We have demonstrated the utility and strength of high-performance cloud computing resources, directly integrated to the EMR, for advanced predictive analytics in healthcare. In addition to the analysis of our institution’s readmission data, we were able to apply machine learning algorithms on data from multiple institutions originating outside of our EMR. Therefore, this study provides information required by organizations considering high-performance cloud computing resources, as well as information by which they can improve predictive models for readmission. Most notably, we have demonstrated that cloud computing solutions that integrate directly with the electronic medical records can be developed for application of data science algorithms in building and deploying predictive models back to the EMR. More specifically, we addressed the 3 goals of this study as follows: First, researchers in healthcare have applied cloud computing for individual projects by individual teams to a select problem and dataset within hospitals.
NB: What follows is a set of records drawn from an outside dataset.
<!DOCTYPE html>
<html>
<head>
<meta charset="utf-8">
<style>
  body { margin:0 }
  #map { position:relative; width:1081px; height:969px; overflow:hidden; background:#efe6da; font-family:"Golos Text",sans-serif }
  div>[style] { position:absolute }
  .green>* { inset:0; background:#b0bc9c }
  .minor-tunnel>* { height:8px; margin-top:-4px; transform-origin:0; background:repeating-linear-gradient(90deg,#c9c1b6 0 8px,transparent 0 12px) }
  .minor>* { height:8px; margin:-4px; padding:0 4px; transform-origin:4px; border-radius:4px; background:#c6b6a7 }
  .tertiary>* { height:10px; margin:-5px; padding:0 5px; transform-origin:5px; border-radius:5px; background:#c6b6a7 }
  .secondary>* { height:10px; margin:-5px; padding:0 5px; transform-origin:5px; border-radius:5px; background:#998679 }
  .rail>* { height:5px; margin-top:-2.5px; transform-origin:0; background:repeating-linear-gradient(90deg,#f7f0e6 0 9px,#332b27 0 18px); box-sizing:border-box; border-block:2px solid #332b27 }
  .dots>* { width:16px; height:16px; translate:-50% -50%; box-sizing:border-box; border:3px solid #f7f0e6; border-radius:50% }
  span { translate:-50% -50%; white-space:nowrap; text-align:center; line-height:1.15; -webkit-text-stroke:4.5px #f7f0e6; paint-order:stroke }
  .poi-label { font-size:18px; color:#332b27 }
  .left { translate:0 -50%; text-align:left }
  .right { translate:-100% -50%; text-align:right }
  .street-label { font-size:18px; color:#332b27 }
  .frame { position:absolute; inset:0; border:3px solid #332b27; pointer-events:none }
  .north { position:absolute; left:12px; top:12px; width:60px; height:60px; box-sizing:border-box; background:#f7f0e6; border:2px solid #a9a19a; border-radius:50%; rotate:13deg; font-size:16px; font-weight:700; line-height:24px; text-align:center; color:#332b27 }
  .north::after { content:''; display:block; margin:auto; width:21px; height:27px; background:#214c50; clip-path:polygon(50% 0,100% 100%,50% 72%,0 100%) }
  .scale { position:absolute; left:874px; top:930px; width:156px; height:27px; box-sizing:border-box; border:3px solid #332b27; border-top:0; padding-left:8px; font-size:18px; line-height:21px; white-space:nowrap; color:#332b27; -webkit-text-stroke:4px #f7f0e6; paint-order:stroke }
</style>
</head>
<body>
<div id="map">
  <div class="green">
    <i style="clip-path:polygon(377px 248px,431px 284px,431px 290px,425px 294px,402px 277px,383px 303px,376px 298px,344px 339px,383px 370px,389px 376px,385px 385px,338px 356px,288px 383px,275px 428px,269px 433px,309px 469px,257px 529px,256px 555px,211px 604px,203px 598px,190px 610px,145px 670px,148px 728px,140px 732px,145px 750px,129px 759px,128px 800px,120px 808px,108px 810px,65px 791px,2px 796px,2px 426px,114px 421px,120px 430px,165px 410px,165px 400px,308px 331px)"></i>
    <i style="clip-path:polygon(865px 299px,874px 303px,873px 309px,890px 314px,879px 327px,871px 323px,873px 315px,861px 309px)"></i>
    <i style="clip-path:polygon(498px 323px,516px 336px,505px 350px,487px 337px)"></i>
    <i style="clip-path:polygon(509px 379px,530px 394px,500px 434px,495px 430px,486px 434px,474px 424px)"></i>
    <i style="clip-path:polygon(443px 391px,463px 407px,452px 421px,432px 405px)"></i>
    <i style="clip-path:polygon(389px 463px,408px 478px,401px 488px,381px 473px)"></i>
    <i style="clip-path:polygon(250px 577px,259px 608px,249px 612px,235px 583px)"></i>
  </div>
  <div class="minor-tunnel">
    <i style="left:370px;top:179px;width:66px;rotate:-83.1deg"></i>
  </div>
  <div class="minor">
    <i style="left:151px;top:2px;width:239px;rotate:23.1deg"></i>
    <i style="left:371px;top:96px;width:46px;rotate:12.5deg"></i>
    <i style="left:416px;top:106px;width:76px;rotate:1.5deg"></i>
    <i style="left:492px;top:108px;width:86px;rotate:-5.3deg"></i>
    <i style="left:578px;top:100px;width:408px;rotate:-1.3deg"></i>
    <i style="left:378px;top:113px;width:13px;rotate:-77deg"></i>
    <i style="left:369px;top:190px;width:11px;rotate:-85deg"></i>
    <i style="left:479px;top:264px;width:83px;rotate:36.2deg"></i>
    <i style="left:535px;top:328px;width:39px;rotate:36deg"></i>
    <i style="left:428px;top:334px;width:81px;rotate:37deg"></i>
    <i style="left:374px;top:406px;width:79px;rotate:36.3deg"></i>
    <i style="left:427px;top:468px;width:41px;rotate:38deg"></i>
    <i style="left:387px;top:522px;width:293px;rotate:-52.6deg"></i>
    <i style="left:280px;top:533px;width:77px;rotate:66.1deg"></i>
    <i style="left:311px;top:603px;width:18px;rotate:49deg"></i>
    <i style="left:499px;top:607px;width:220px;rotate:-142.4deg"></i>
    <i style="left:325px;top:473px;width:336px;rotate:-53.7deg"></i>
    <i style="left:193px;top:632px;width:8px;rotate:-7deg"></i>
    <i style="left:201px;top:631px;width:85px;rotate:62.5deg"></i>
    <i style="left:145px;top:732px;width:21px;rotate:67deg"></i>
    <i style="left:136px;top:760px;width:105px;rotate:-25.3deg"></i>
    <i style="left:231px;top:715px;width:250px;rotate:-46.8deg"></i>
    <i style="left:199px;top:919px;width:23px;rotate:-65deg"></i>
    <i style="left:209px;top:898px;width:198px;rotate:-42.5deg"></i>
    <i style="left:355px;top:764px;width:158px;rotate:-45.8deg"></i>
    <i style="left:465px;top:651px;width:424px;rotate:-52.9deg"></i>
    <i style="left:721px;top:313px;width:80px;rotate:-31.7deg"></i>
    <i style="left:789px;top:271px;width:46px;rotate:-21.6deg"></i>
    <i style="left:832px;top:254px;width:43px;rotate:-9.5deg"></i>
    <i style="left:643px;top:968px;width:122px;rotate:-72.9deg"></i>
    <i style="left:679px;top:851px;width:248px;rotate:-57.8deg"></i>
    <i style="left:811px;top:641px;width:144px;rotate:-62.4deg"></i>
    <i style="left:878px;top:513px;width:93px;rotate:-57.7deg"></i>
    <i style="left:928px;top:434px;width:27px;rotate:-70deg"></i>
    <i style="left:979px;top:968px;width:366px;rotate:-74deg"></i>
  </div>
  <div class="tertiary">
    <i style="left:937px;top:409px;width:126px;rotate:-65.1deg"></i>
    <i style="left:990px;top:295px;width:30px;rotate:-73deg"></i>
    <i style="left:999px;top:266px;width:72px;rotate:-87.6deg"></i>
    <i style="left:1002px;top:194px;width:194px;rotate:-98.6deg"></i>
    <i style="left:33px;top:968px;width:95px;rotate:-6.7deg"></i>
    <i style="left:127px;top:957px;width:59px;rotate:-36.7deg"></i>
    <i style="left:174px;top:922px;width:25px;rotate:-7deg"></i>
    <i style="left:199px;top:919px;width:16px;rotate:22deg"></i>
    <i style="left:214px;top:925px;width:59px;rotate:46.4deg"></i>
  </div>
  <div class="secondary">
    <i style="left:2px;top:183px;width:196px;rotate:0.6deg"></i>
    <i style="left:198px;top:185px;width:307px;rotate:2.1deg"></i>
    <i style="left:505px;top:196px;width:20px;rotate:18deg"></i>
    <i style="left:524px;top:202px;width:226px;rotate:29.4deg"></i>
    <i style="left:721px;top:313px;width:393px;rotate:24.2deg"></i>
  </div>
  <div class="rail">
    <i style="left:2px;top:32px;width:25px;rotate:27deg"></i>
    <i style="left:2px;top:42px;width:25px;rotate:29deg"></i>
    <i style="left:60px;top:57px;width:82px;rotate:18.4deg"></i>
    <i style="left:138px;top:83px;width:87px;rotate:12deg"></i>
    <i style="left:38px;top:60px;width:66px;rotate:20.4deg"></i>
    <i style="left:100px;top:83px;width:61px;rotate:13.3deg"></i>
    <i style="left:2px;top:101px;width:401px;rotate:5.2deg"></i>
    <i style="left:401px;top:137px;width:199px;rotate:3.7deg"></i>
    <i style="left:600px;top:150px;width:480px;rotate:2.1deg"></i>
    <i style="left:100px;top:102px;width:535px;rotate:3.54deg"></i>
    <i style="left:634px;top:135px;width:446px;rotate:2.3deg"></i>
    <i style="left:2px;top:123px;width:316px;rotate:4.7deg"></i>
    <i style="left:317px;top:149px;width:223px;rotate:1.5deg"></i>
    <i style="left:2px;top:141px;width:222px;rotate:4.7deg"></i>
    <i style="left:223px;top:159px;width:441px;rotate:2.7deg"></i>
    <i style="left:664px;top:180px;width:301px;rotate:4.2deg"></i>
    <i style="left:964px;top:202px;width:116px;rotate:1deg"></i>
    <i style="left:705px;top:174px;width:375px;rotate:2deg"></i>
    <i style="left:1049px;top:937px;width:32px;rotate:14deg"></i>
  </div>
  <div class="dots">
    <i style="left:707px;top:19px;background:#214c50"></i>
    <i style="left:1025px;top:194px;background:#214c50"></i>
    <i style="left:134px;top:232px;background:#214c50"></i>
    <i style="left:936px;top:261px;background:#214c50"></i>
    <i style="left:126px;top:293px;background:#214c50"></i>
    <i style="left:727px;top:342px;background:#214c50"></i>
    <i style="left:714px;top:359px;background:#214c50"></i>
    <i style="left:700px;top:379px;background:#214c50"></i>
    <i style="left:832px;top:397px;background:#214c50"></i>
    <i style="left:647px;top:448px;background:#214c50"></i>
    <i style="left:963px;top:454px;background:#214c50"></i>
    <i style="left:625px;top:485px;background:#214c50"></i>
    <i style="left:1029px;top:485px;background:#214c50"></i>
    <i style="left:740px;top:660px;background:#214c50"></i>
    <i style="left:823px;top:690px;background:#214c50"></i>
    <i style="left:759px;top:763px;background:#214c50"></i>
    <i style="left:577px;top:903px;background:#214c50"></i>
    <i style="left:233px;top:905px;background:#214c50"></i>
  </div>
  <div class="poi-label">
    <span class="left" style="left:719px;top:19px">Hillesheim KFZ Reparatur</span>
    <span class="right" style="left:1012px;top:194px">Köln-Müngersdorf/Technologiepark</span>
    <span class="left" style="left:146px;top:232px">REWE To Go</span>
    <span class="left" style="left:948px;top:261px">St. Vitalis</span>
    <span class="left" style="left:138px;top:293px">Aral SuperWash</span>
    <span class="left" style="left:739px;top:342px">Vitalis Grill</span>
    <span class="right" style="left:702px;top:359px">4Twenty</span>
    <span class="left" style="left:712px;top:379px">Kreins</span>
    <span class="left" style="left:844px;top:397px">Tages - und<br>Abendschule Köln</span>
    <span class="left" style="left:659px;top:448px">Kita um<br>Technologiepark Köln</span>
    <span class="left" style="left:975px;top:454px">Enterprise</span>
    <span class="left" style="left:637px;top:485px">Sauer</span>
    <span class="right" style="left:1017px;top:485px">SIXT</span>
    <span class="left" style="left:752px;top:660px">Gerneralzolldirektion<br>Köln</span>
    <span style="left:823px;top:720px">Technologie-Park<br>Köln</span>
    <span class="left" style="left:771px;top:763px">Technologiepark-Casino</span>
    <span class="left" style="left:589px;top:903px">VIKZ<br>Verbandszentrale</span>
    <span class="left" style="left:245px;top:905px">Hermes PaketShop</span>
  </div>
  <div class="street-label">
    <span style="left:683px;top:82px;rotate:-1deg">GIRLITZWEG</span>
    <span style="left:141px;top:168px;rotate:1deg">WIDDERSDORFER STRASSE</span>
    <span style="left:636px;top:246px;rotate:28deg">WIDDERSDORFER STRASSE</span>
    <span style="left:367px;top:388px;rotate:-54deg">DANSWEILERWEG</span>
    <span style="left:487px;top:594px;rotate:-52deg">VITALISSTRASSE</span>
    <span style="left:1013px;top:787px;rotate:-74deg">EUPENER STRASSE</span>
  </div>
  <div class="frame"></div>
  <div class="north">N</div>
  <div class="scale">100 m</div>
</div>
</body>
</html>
HealtheDataLab provides an enterprise-wide approach for storage of all EMR data and the tools/algorithms required to analyze the data for research and for business intelligence applications. Second, HealtheDataLab can be seamlessly and directly integrated with the EMR and receive automated updates from it. Lastly, machine and artificial learning models can be developed and used for discovery of novel risk factors as well as improvement of existing models. In this study, we did not show how models can be automatically deployed from HealtheDataLab to the EMR for use as a decision support tool as the functionality was still nascent at the time of writing. Although we used HealtheDataLab in this study, the goal is to demonstrate that tools like it (regardless of EMR and cloud computing vendors) can be developed and used to further the use of big data analytics and data science in healthcare. Managed services and tools such as HealtheDataLab would ensure that cloud computing in medicine is accessible to a wider number of teams who, otherwise, may not be able to navigate and manage the highly technical ecosystem of cloud computing tools.